Before the measurement campaigns, the appropriate scan resolution needs to be selected. It needs to allow for a time efficient execution of the scans and at the same time it needs to be high enough for the purpose of detecting dominant snow depth patterns. Time played an important role during the campaigns since it was necessary to scan a much larger area than the FOI in order to record enough unchanging structures to appropriately co-register the scans. Snow depth variations due to redistribution processes have been shown to be mostly larger than 0.3 m [56]. Based on this information and to assess the system’s maximum resolution capacity, steps of 1 m, 0.5 m, 0.25 m, 0.1 m, 0.05 m and 0.01 m height (Figure 3c) were dug into the snow and scanned from a distance of 1400 m (Figure 3a). Scans were carried out with 1 $\mathsf{\mu }$rad and 5 $\mathsf{\mu }$rad resolution. Figure 3d shows that it is possible to clearly identify steps up to 0.05 m height with the highest resolution. Steps >= 0.25 m can be resolved with the 5 $\mathsf{\mu }$rad resolution (Figure 3e). The achieved accuracy in the 5 $\mathsf{\mu }$rad mode is sufficient for identifying dominant patterns and allows for a time efficient implementation of the measurement campaigns. Moreover, snow depth obtained from LIDAR at the chosen 5 $\mathsf{\mu }$rad resolution was compared with snow depth measured by the ultrasound device of the LWD station, which is 1600 m away from the scanner position. The mean difference between the two measurement techniques is 0.04 m.

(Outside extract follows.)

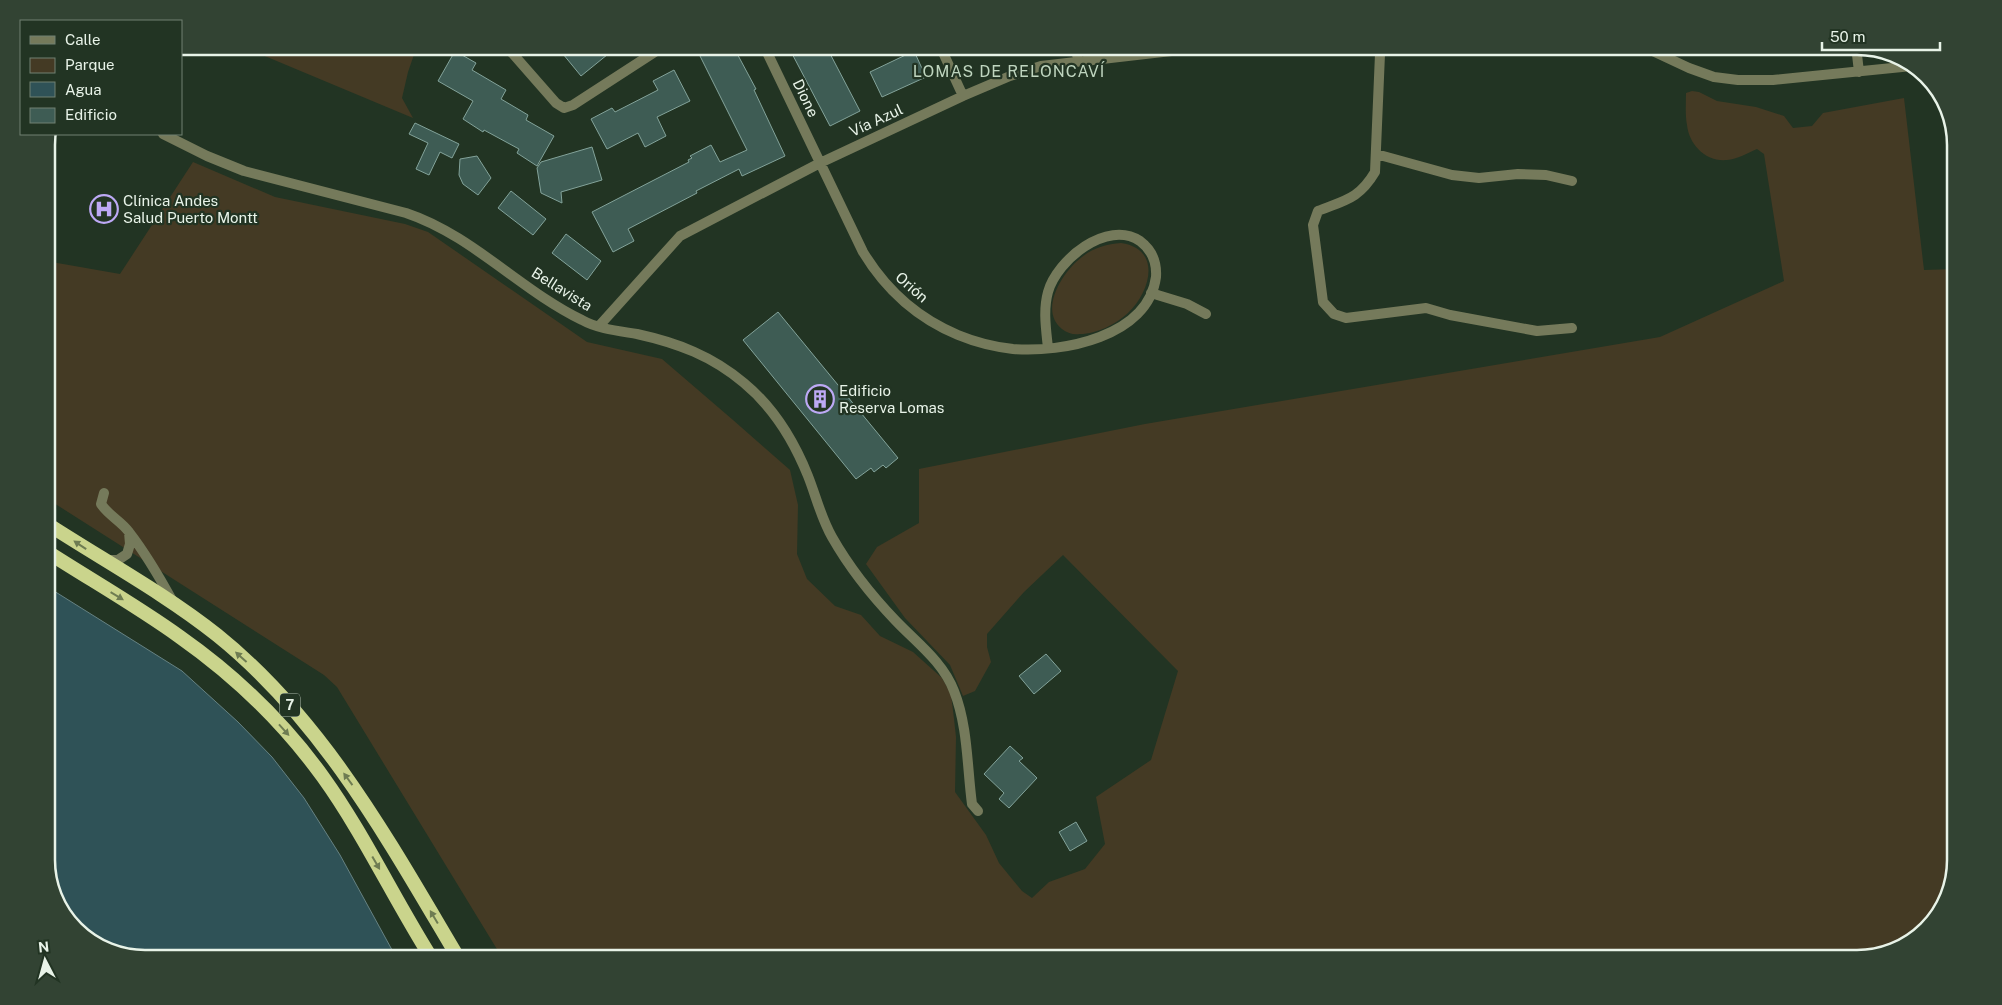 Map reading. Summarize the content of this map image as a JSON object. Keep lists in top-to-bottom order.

Error detection and correction is performed with the JRC 3D Reconstructor 3 software [57] automatically and manually. The co-registration of point clouds on the basis of unchanging structures like ropeway stations and other buildings shows an accuracy of 0.04 m with a standard deviation of 0.01 m and is thus accurate enough for pattern detection. The 5 $\mathsf{\mu }$rad scan resolution allowed calculating gridded maps with a horizontal resolution of 5 m, which is high enough to detect major, larger scale (>10 m) snow depth patterns. Based on these maps, which represent snow DEMs (digital elevation model), difference maps were calculated, showing the snow depth for each time step. The difference was calculated by subtracting a LIDAR derived bare ground DEM from the LIDAR derived snow DEM. For the year 2016 those snow depth maps are presented in Figure A1 in the Appendix A showing snow depth development. In a further step, the difference between the measurement dates was calculated to obtain snow depth changes. These difference maps are the basis for further processing. Since during snow accumulation, ablation and settlement, different snow processes are predominant, scans were classified into these periods and a PCA was applied. The main purpose of PCA is to reduce redundancy in data and thus the detection of dominant structures [58]. For a mathematical description of PCA it is referred to [59]. Results from PCA in the FOI serve as a benchmark for the following HRU delineation for the entire catchment.

3.3. Cluster Analysis

The delineation of HRUs for the entire RCZ is achieved by applying a cluster analysis. Cluster analyses have been successfully performed in numerous studies, mainly to investigate hydrological similarity between catchments and on meso- to large-scale catchments [60,61,62,63,64]. In contrast, in this study it is applied to a small headwater catchment. The used input parameters are vegetation cover, altitude, slope, aspect, and the wind sheltering index (Sx), that was developed by [17]. Calculation of Sx requires the prevailing wind direction in addition to the DEM and is a measure whether a pixel is exposed to wind or sheltered, i.e., whether a pixel is subject to wind driven snow deposition or snow erosion. To get an overview of the physiographic characteristics of the area, slope, aspect, Sx and the vegetation cover of the RCZ are displayed in Figure 4. Elevation is presented in Figure 1.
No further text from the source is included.